Endless trains of the faithless

I am tired. There has been a feeling growing inside me for a while now. It has manifested itself in doubts of worth and questions of value, in musings of “what are we all really trying to do here?”

My livelihood is largely dependent on me spending my days in an office behind a computer fabricating projects for myself to help market a company that treats me very well, but leaves me largely unfulfilled. I am simultaneously thankful and miserable.

I think I am one of the few people who is grateful for this pandemic-induced slowdown. I needed the break from routine. Do you know what item has been on my to-do list since the beginning of this work-from-home transition? I am slightly ashamed to admit that it’s “how not to return to work after this.” You know, after things inevitably go back to normal.

I did what I was “supposed to do.” I went to college, went to grad school, got a job, worked hard, got promoted, left for a better job, and have over doubled my salary in less than five years of full-time work. I’m proud of my professional growth. I’m proud that I was able to get myself out of debt rather quickly. I’m proud of what I’ve learned, the experiences I’ve had, and the ability to fund my independence. And I know it is a privilege to now say that I’ve lost track of how often I sit at my desk pondering the pointlessness of it all. What a waste. There certainly has to be more to life than this?

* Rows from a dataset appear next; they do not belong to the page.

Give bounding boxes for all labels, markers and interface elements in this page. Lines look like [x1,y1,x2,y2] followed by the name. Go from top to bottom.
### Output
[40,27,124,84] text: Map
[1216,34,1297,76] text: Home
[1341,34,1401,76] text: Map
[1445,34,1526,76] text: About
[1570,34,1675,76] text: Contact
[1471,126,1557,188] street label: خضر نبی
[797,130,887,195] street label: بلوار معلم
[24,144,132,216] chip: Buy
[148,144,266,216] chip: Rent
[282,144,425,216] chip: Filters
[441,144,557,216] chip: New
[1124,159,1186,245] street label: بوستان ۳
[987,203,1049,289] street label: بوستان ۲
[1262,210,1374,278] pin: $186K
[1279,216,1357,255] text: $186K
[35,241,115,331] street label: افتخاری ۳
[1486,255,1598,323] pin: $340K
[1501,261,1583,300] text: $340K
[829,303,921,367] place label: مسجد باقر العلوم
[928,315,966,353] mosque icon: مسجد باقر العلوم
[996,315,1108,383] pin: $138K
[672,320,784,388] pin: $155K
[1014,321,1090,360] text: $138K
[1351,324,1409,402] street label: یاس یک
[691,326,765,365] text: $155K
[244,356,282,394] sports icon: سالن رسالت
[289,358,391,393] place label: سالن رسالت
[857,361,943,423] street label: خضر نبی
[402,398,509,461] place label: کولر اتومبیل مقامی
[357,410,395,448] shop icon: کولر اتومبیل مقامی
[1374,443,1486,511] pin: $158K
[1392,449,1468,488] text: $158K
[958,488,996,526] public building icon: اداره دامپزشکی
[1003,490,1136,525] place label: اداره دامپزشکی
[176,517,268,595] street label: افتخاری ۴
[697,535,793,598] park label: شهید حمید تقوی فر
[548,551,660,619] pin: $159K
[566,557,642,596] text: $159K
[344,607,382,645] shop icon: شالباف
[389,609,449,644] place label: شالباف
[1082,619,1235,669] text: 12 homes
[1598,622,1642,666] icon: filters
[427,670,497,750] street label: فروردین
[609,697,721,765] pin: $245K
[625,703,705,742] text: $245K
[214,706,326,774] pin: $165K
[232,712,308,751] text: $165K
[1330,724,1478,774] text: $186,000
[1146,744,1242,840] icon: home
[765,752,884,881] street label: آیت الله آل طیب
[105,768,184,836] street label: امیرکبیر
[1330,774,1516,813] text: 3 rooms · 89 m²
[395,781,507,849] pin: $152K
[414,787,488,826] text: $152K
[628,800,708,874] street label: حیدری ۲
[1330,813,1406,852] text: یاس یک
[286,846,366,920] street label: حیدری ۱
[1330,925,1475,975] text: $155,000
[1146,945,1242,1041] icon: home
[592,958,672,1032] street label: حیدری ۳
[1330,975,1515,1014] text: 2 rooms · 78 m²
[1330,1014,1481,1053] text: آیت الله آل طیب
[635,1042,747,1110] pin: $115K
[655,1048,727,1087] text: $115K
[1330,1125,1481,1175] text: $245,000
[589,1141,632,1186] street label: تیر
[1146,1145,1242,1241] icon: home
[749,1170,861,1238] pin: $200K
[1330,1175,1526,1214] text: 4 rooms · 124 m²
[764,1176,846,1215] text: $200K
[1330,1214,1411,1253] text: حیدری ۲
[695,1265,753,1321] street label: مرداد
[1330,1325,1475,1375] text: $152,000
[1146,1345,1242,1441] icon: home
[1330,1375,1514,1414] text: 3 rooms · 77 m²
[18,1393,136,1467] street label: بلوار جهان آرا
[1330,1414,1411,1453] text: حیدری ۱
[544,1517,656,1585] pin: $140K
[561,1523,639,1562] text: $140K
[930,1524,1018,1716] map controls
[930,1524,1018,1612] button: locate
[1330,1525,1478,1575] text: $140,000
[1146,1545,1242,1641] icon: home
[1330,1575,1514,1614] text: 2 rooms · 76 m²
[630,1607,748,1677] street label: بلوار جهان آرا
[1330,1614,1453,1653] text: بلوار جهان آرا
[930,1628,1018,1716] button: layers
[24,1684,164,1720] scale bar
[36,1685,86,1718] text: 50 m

I cannot stand the idea of returning to “business as usual.” Don’t get me wrong. I want to work, to be creative and useful, but I’ve reached a point of being able to question the purpose of my actions, to desire deeper meaning if I’m going to devote valuable time to it. So much of our world is built on a system that only exists because we worship at the altar of more. We work hard to make money to buy things we largely don’t need. And we often assign value to our work based on what else it allows us to do (i.e., I am going to work everyday to make money to pay off my student loans. Or, I need this job to support my family). Often without the external impetus, our jobs are otherwise mostly meaningless and I, for one, end up filling the void with shoes. 

I don’t want to be a slave to this system. And yet, I’m at a loss for how to escape it. While there is good, arguably important work being done in the world, I think the majority of people are simply contributing to the maintenance of capitalism. Myself included. 

When does it end? How do you stop the wanting? How do you let go of the addiction to more? When is enough enough? With things like healthcare, rent, and insurance payments designed to keep us in line, we become obedient and quiet parts of the whole. We are educated to work in the system, we buy into the system, we feed the system, and we die in the system. It’s the proverbial wheel that we all keep spinning and it keeps us from truly knowing ourselves and each other because we’re all existing under this fog in our brains that says we’ll be happier if we have X, but X is a moving, unsatisfiable target.

I want my work to inherently hold value for me, not because of what it can provide me materially. I know I am responsible for discovering and assigning value as I see fit throughout my life, but so far I am struggling to find what work would satisfy my need for meaning. I can only hope that in questioning I’m getting closer. 

I have been working through this personal essay for over a week and it just occurred to me that I may be asking too much of a job–that my work and my job may need to be different things. Is it so impossible to find meaningful day-to-day work that also pays the bills, though? I simply don’t want to live in the standard 40-hour detention cycle just so I have healthcare and can take care of myself.

I think, at this stage in my life, I am being called to go deeper. Instead of building up or out, I need to go back in, to find what feels true to me before I can continue building outward. I’m feeling a need to simplify, to get back to basics, to define my essentials. Maybe then I’ll find work that feels worthwhile.